Exercise goal:
Output the data below exactly, down to the last character.

Input for this task:
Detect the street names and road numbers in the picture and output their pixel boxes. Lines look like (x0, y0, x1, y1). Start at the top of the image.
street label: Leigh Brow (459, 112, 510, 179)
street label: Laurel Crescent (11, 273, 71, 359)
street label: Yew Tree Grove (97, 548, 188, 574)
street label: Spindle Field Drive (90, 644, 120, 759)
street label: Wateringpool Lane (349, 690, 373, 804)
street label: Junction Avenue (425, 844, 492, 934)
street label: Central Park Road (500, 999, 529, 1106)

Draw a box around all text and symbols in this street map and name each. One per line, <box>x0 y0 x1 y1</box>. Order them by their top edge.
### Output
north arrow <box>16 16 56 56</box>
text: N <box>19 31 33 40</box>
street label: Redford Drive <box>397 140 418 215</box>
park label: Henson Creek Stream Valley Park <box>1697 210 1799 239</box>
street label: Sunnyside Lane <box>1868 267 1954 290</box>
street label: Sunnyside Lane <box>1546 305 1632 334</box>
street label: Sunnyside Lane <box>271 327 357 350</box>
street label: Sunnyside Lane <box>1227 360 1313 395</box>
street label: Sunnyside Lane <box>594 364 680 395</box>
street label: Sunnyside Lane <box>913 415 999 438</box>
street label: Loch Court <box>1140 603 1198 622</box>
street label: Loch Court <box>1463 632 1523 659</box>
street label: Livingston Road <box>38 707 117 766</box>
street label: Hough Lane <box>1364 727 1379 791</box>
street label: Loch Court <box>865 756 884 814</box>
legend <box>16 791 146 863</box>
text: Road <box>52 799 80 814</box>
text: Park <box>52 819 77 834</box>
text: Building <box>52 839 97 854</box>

Response area:
Detect the street names and road numbers in the picture and output their pixel boxes. Lines look like (x0, y0, x1, y1). Start at the top of the image.
street label: Leigh Brow (459, 112, 510, 179)
street label: Laurel Crescent (11, 273, 71, 359)
street label: Yew Tree Grove (97, 548, 188, 574)
street label: Spindle Field Drive (90, 644, 120, 759)
street label: Wateringpool Lane (349, 690, 373, 804)
street label: Junction Avenue (425, 844, 492, 934)
street label: Central Park Road (500, 999, 529, 1106)

Draw a box around all text and symbols in this street map and name each. One per line, <box>x0 y0 x1 y1</box>. Order them by their top edge.
### Output
north arrow <box>16 16 56 56</box>
text: N <box>19 31 33 40</box>
street label: Redford Drive <box>397 140 418 215</box>
park label: Henson Creek Stream Valley Park <box>1697 210 1799 239</box>
street label: Sunnyside Lane <box>1868 267 1954 290</box>
street label: Sunnyside Lane <box>1546 305 1632 334</box>
street label: Sunnyside Lane <box>271 327 357 350</box>
street label: Sunnyside Lane <box>1227 360 1313 395</box>
street label: Sunnyside Lane <box>594 364 680 395</box>
street label: Sunnyside Lane <box>913 415 999 438</box>
street label: Loch Court <box>1140 603 1198 622</box>
street label: Loch Court <box>1463 632 1523 659</box>
street label: Livingston Road <box>38 707 117 766</box>
street label: Hough Lane <box>1364 727 1379 791</box>
street label: Loch Court <box>865 756 884 814</box>
legend <box>16 791 146 863</box>
text: Road <box>52 799 80 814</box>
text: Park <box>52 819 77 834</box>
text: Building <box>52 839 97 854</box>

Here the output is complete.